What you are asked to do: Check each line of the entries. Copy the ones that contain the string "Alley".

━━━ Material supplied

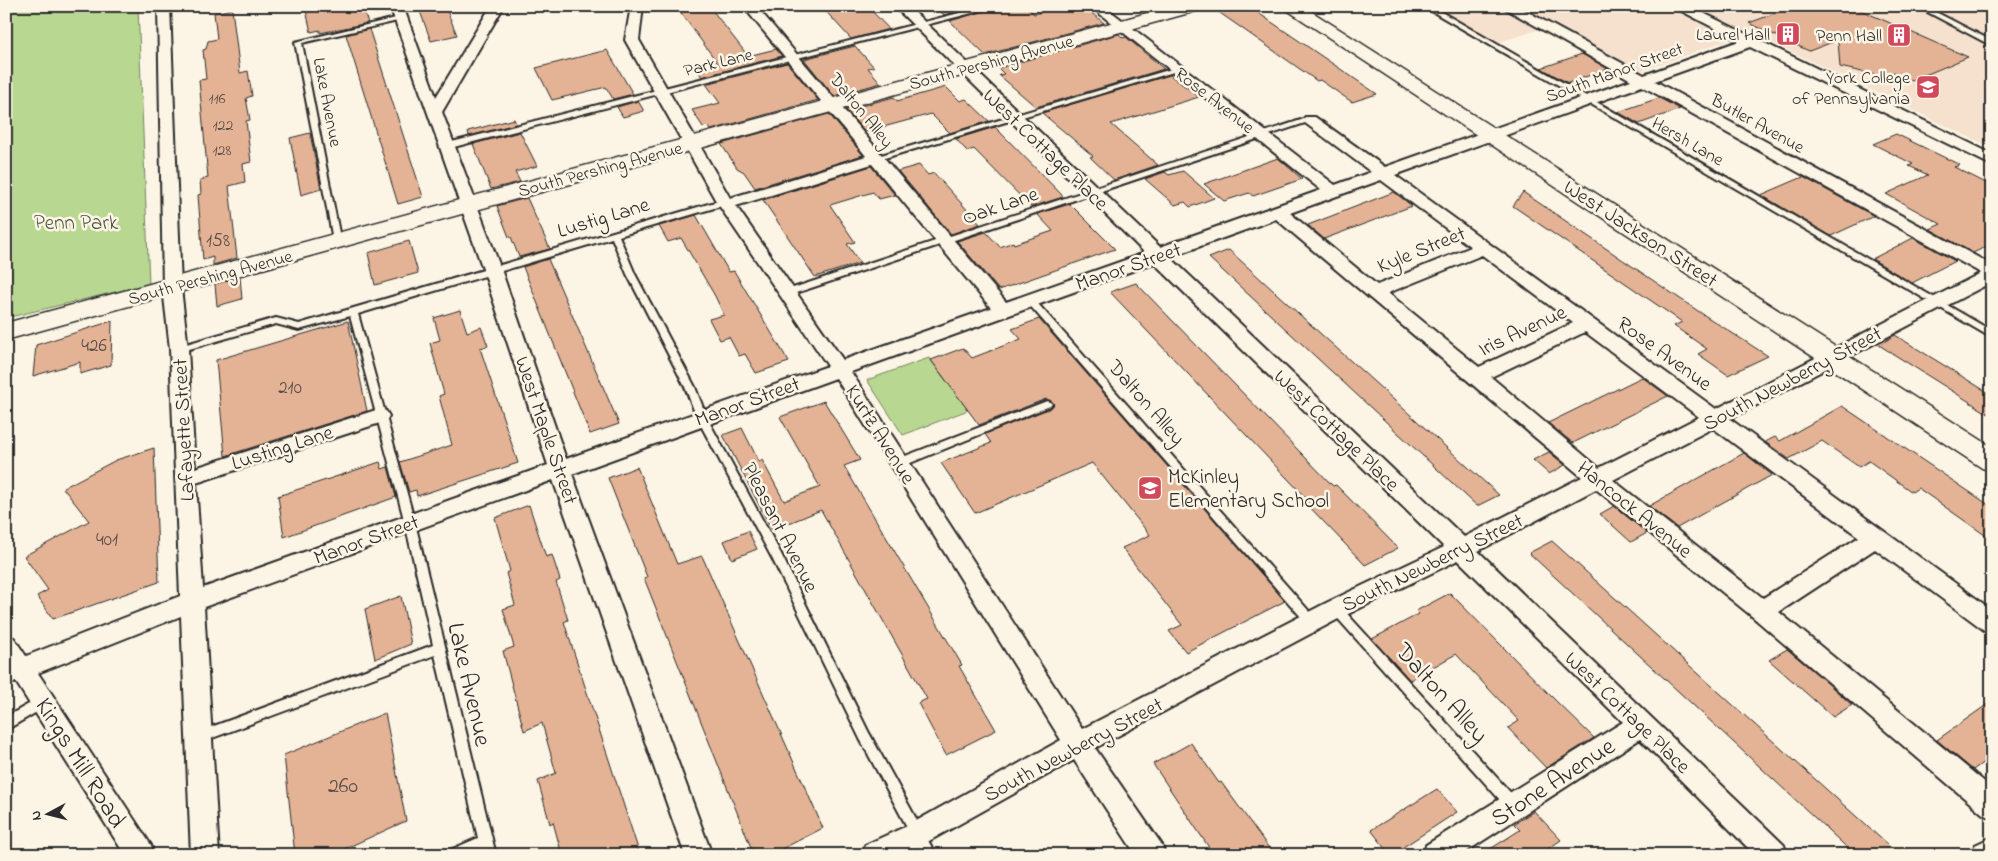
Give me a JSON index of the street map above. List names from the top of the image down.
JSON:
{
  "streets": {
    "street": [
      "South Pershing Avenue",
      "South Manor Street",
      "Rose Avenue",
      "Dalton Alley",
      "Butler Avenue",
      "West Cottage Place",
      "Lustig Lane",
      "West Jackson Street",
      "Kyle Street",
      "Manor Street",
      "Iris Avenue",
      "South Newberry Street",
      "Lafayette Street",
      "West Maple Street",
      "Kurtz Avenue",
      "Lusting Lane",
      "Hancock Avenue",
      "Kings Mill Road",
      "Stone Avenue"
    ],
    "lane": [
      "Park Lane",
      "Lake Avenue",
      "Hersh Lane",
      "Oak Lane",
      "Pleasant Avenue"
    ]
  },
  "crossings": [
    ["Park Lane", "Dalton Alley"],
    ["Park Lane", "West Cottage Place"],
    ["Park Lane", "West Maple Street"],
    ["Park Lane", "Kurtz Avenue"],
    ["South Pershing Avenue", "Rose Avenue"],
    ["South Pershing Avenue", "Lake Avenue"],
    ["South Pershing Avenue", "Dalton Alley"],
    ["South Pershing Avenue", "West Cottage Place"],
    ["South Pershing Avenue", "Lafayette Street"],
    ["South Pershing Avenue", "West Maple Street"],
    ["South Pershing Avenue", "Kurtz Avenue"],
    ["South Manor Street", "Butler Avenue"],
    ["South Manor Street", "Hersh Lane"],
    ["South Manor Street", "West Jackson Street"],
    ["South Manor Street", "Manor Street"],
    ["Rose Avenue", "Oak Lane"],
    ["Rose Avenue", "Kyle Street"],
    ["Rose Avenue", "Manor Street"],
    ["Rose Avenue", "Iris Avenue"],
    ["Rose Avenue", "South Newberry Street"],
    ["Lake Avenue", "Manor Street"],
    ["Lake Avenue", "West Maple Street"],
    ["Dalton Alley", "Oak Lane"],
    ["Dalton Alley", "Lustig Lane"],
    ["Dalton Alley", "Manor Street"],
    ["Dalton Alley", "South Newberry Street"],
    ["Dalton Alley", "Stone Avenue"],
    ["Butler Avenue", "South Newberry Street"],
    ["Hersh Lane", "South Newberry Street"],
    ["West Cottage Place", "Oak Lane"],
    ["West Cottage Place", "Manor Street"],
    ["West Cottage Place", "South Newberry Street"],
    ["West Cottage Place", "Stone Avenue"],
    ["Oak Lane", "Kurtz Avenue"],
    ["Lustig Lane", "Lafayette Street"],
    ["Lustig Lane", "West Maple Street"],
    ["Lustig Lane", "Kurtz Avenue"],
    ["Lustig Lane", "Pleasant Avenue"],
    ["West Jackson Street", "Manor Street"],
    ["West Jackson Street", "South Newberry Street"],
    ["Kyle Street", "Hancock Avenue"],
    ["Manor Street", "Lafayette Street"],
    ["Manor Street", "West Maple Street"],
    ["Manor Street", "Kurtz Avenue"],
    ["Manor Street", "Hancock Avenue"],
    ["Manor Street", "Pleasant Avenue"],
    ["Manor Street", "Kings Mill Road"],
    ["Iris Avenue", "Hancock Avenue"],
    ["South Newberry Street", "Kurtz Avenue"],
    ["South Newberry Street", "Hancock Avenue"],
    ["South Newberry Street", "Pleasant Avenue"],
    ["Lafayette Street", "Lusting Lane"]
  ],
  "parks": ["Penn Park"],
  "places": {
    "building": ["Laurel Hall", "Penn Hall"],
    "school or university": ["York College of Pennsylvania", "McKinley Elementary School"]
  },
  "house_numbers": [
    "116",
    "122",
    "128",
    "158",
    "426",
    "210",
    "401",
    "260"
  ],
  "north": "left"
}
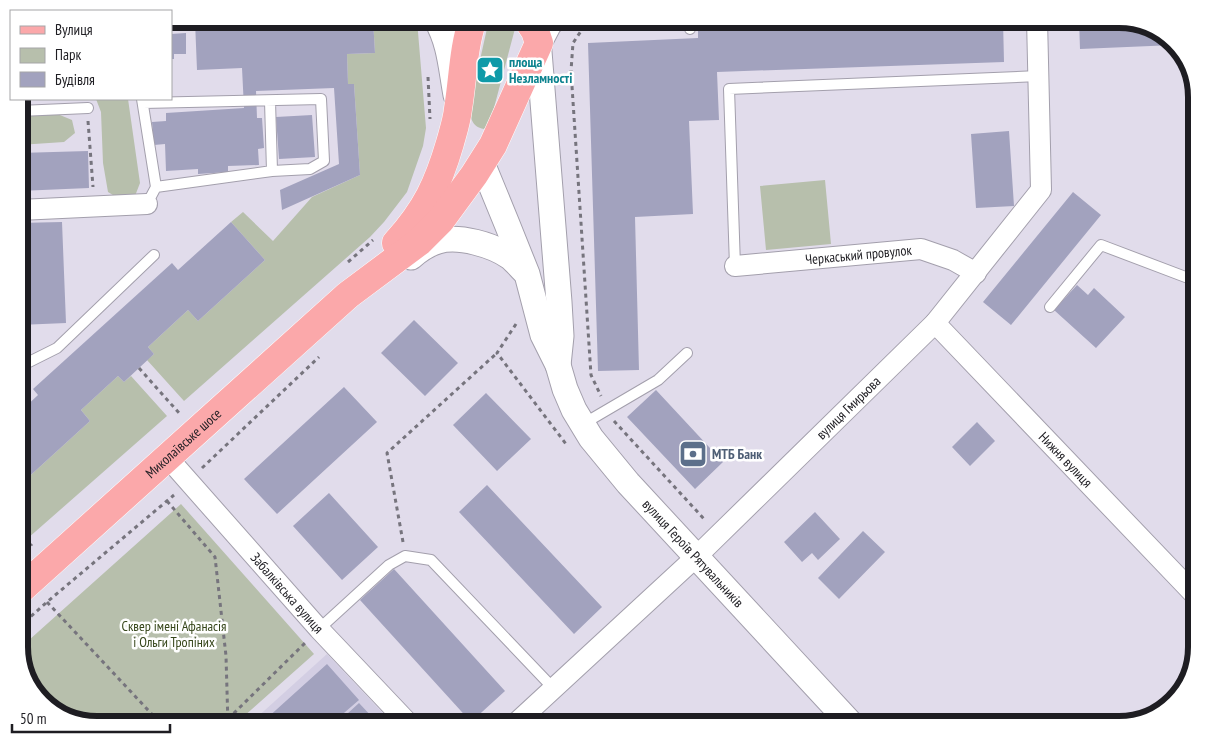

━━━━━━

Response to this task:
      "Dalton Alley",
    ["Park Lane", "Dalton Alley"],
    ["South Pershing Avenue", "Dalton Alley"],
    ["Dalton Alley", "Oak Lane"],
    ["Dalton Alley", "Lustig Lane"],
    ["Dalton Alley", "Manor Street"],
    ["Dalton Alley", "South Newberry Street"],
    ["Dalton Alley", "Stone Avenue"],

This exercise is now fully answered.